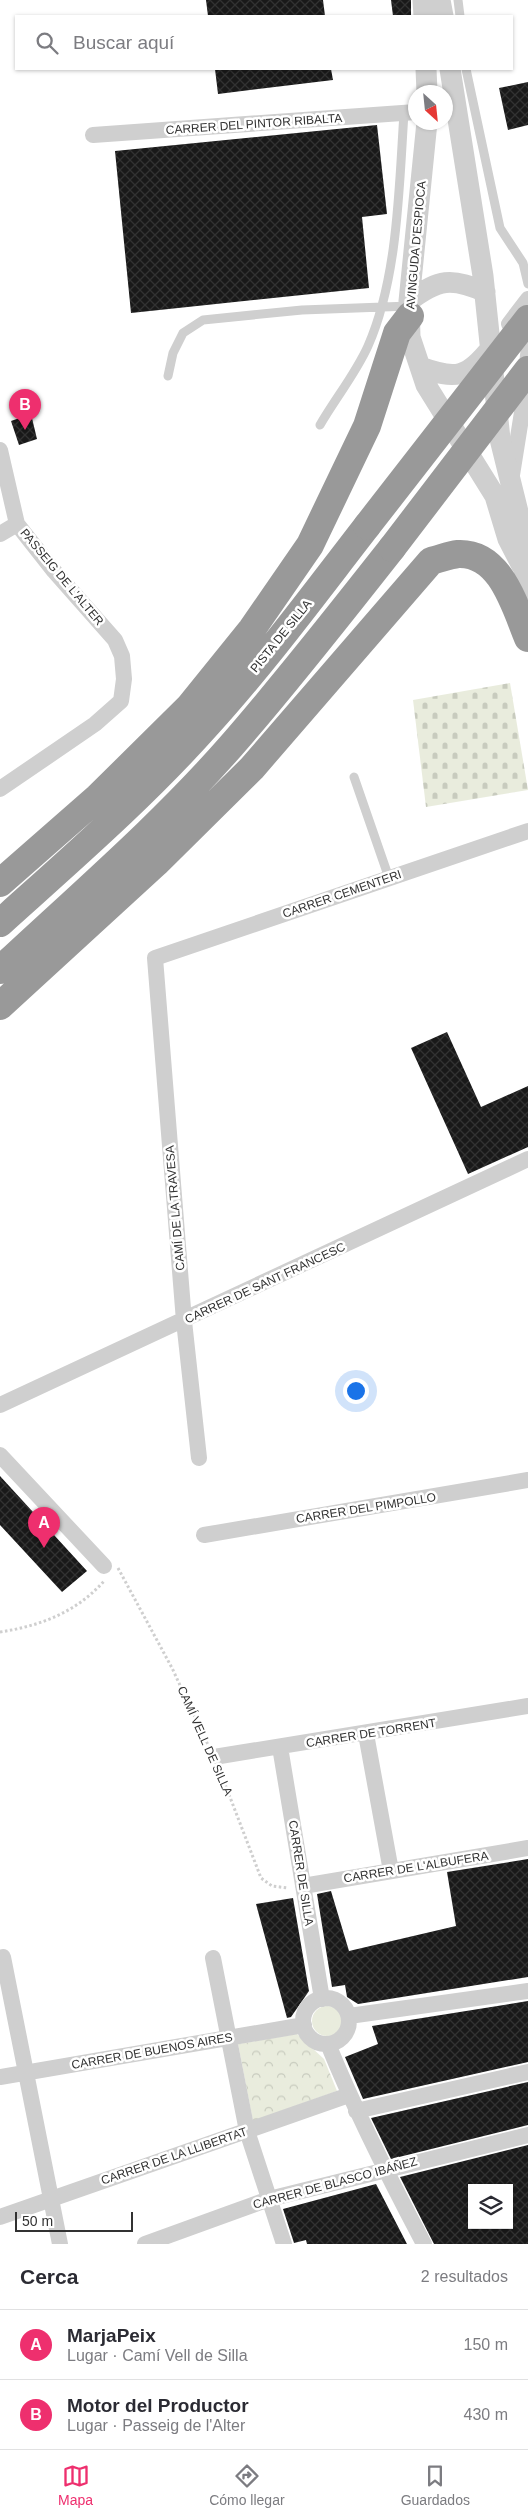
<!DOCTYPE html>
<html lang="es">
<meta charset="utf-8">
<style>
body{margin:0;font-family:Helvetica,sans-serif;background:#f2f2f3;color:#2b2b33}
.controls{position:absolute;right:15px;bottom:15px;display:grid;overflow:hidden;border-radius:0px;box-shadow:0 1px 4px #0004}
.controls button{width:45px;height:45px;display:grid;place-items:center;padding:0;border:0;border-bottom:1px solid #e1e1e2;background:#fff;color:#2b2b33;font:25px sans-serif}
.compass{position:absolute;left:408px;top:85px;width:45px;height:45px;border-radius:50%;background:#fff;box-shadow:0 1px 4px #0004;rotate:153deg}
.scale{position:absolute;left:15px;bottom:12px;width:118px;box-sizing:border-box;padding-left:5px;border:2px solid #323232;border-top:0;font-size:14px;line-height:18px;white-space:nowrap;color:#323232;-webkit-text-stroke:4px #fff;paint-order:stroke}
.you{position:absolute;left:355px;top:1390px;width:18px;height:18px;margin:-12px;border:4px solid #fff;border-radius:50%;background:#1a73e8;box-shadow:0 0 0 8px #1a73e833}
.badge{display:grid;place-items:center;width:32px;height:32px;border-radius:50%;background:#ee2f6e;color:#fff;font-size:16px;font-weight:700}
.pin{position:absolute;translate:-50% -41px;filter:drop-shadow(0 1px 2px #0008)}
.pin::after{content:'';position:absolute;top:26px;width:18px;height:15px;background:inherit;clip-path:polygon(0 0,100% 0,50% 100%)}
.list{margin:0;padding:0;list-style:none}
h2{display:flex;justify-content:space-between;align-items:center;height:65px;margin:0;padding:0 20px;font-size:21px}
h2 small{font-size:16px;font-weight:400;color:#7c7c81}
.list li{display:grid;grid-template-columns:32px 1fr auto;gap:15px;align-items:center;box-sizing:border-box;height:70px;padding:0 20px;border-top:1px solid #e1e1e2}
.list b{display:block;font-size:19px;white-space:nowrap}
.list p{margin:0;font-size:16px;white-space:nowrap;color:#7c7c81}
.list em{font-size:16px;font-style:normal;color:#7c7c81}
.icon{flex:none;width:28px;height:28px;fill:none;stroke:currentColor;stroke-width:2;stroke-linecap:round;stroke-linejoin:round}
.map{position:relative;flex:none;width:528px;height:2244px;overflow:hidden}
.search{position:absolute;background:#fff;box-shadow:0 1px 4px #0004;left:15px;right:15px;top:15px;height:55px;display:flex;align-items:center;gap:12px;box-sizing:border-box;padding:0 18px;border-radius:0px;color:#7c7c81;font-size:19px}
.sheet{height:205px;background:#fff}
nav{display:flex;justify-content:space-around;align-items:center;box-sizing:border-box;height:70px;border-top:1px solid #e1e1e2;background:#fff;font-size:14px;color:#7c7c81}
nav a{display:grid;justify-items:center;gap:2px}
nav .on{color:#ee2f6e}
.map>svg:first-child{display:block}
.grass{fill:#e9ecdd}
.cemetery{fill:url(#cemetery-stones)}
.park{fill:url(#park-crowns)}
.building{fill:url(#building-cross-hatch);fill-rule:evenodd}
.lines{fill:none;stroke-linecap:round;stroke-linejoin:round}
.path{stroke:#cfcfcf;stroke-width:3;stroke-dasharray:2.5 2.5;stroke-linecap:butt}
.service{stroke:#cfcfcf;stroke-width:9}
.minor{stroke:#cfcfcf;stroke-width:16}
.tertiary{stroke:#cfcfcf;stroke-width:21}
.motorway{stroke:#999;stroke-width:28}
.motorway-bridge{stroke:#999;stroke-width:28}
.labels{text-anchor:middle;stroke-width:5;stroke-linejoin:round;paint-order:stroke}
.street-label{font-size:12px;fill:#323232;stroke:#fff}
</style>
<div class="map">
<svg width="528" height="2244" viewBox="0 0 528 2244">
<defs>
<pattern id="cemetery-stones" width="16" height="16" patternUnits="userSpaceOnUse" patternTransform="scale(1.25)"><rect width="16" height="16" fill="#e9ecdd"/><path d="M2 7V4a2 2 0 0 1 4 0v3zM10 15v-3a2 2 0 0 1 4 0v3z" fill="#c8cbbe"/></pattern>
<pattern id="park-crowns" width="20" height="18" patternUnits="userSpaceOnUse" patternTransform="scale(1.25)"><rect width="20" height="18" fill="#e9ecdd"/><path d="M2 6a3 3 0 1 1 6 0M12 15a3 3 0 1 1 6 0" fill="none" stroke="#c8cbbe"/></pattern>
<pattern id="building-cross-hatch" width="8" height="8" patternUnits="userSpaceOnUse" patternTransform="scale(1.25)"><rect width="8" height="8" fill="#191919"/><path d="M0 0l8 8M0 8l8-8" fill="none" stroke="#323232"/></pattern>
</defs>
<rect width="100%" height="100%" fill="#fff"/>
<path class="grass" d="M312 2021a15 15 0 1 1 30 0a15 15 0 1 1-30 0Z"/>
<path class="cemetery" d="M 510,683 L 528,790 L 426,807 L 413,700 Z"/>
<path class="park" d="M 297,2034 L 324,2059 L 337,2091 L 253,2121 L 238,2044 Z"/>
<path class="building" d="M 206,0 L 323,0 L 325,16 L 208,16 Z
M 391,0 L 411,0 L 411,16 L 393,16 Z
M 215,69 L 331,69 L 333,80 L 218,94 Z
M 528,82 L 528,125 L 508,130 L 499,88 Z
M 377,125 L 387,214 L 362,217 L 369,288 L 131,313 L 115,151 Z
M 31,414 L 37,439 L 19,445 L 11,421 Z
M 447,1032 L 481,1107 L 528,1086 L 528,1147 L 468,1174 L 411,1048 Z
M 0,1476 L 87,1571 L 62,1592 L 0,1525 Z
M 528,1859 L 528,1977 L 358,2004 L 347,1997 L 345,1985 L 332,1987 L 317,1894 L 331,1891 L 349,1951 L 456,1926 L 447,1872 Z
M 293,1898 L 309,1991 L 291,2017 L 287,2018 L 256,1904 Z
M 528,2001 L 528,2062 L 363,2099 L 345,2057 L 378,2044 L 372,2026 Z
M 528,2082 L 528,2125 L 391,2159 L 371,2118 Z
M 528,2145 L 528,2244 L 434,2244 L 400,2177 ZM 472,2188 L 509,2188 L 509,2225 L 472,2225 Z
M 376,2184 L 407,2244 L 307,2244 L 306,2240 L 294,2243 L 283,2209 Z"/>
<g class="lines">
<path class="path" d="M 118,1568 L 172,1668 L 208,1745
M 0,1632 C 40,1626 77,1612 104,1581
M 220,1771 L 261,1878 L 272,1886 L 288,1888"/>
<path class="service" d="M 458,0 L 460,16
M 466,69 L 500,228 L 523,263 L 528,284
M 523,368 L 527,334
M 168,376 L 173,353 L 183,333 L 203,320 L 302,310 L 410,306
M 320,425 C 335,399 356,373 368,346 C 398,278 399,187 404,113
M 354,777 L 389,878"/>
<path class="minor" d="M 93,135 L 416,112
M 509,324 L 528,299
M 0,450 L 17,524 L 54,571 L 115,640 L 122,656 L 124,679 L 121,701 L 95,724 L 0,789
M 512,475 L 523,406 L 528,400
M 0,534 L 17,524
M 0,1405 L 528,1159
M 0,1455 L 104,1566
M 199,1458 L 184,1321 L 155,958 L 528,831
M 204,1535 L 528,1480
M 366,1734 L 391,1871
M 280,1747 L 322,1999
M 214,1757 L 528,1706
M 303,1886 L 528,1848
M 3,1957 L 60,2244
M 213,1958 L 247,2131 L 284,2244
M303 2021a23 23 0 1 1 46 0a23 23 0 1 1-46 0Z
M 349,2016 L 528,1991
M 328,2044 C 356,2113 389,2178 424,2244
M 0,2077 L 304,2025
M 356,2111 L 528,2072
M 0,2217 L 349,2095
M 145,2244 L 269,2199 L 528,2135"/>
<path class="tertiary" d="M 423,0 L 424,16
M 440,0 L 443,16
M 426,69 L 427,92
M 450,69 L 483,276 L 500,439 L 524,536 L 524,572 L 528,589
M 427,122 L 409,301 L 410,337 L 426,385 L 495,496 L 508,539 L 522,566
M 409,301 C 438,279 452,277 485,292
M 420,367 C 456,380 467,378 491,348"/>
<path class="motorway" d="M 0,883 L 98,797 L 189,707 L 252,629 L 310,545 L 367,426 L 397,333 L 410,316
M 0,923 C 71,859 144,796 208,724 C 265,661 315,593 367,526
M 0,970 C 78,897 161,826 231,746 C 287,682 339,615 392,548
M 0,1006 L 156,863 L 252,768 L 431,561 C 440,559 449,555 458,554 C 501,552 515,607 528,638"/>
<path class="motorway-bridge" d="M 367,526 L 528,319
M 392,548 L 528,370"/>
</g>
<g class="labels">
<g class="street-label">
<text transform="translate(254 124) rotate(-4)" y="4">CARRER DEL PINTOR RIBALTA</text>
<text transform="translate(416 245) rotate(-85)" y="4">AVINGUDA D'ESPIOCA</text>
<text transform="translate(62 577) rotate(50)" y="4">PASSEIG DE L'ALTER</text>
<text transform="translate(281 636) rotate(-51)" y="4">PISTA DE SILLA</text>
<text transform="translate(342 894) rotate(-19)" y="4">CARRER CEMENTERI</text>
<text transform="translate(175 1208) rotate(-95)" y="4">CAMÍ DE LA TRAVESA</text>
<text transform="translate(265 1283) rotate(-25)" y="4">CARRER DE SANT FRANCESC</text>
<text transform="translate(366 1508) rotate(-9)" y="4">CARRER DEL PIMPOLLO</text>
<text transform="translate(371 1733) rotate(-9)" y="4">CARRER DE TORRENT</text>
<text transform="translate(205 1741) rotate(66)" y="4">CAMÍ VELL DE SILLA</text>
<text transform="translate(416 1867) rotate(-9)" y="4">CARRER DE L'ALBUFERA</text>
<text transform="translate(301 1873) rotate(81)" y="4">CARRER DE SILLA</text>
<text transform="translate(152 2051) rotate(-10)" y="4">CARRER DE BUENOS AIRES</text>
<text transform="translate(174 2156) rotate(-19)" y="4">CARRER DE LA LLIBERTAT</text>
<text transform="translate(335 2183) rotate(-15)" y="4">CARRER DE BLASCO IBÁÑEZ</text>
</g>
</g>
</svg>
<div class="controls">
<button><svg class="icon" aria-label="layers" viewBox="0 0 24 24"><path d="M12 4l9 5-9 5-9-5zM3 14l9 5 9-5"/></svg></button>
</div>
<svg class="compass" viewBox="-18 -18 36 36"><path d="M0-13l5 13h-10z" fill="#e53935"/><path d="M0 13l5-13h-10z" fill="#7c7c81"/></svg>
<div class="scale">50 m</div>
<div class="you"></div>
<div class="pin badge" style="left:44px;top:1548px">A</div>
<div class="pin badge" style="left:25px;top:430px">B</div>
<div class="search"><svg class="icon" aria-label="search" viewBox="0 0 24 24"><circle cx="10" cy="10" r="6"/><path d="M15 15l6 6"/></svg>Buscar aquí</div>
</div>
<section class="sheet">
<h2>Cerca<small>2 resultados</small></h2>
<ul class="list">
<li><span class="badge">A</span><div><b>MarjaPeix</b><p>Lugar · Camí Vell de Silla</p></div><em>150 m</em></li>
<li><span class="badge">B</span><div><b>Motor del Productor</b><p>Lugar · Passeig de l'Alter</p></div><em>430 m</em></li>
</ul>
</section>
<nav>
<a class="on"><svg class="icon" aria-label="map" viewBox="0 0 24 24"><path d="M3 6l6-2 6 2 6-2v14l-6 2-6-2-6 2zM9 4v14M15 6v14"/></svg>Mapa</a>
<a><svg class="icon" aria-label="directions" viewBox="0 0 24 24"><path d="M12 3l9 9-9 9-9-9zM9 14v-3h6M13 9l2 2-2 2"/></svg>Cómo llegar</a>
<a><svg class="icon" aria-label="saved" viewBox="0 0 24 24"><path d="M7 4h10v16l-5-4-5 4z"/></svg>Guardados</a>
</nav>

————————

-- ASSIGNED TASK --
In the records above, how many lines include "linecap"? Answer with the number alone.

-- COMPLETED EXERCISE --
3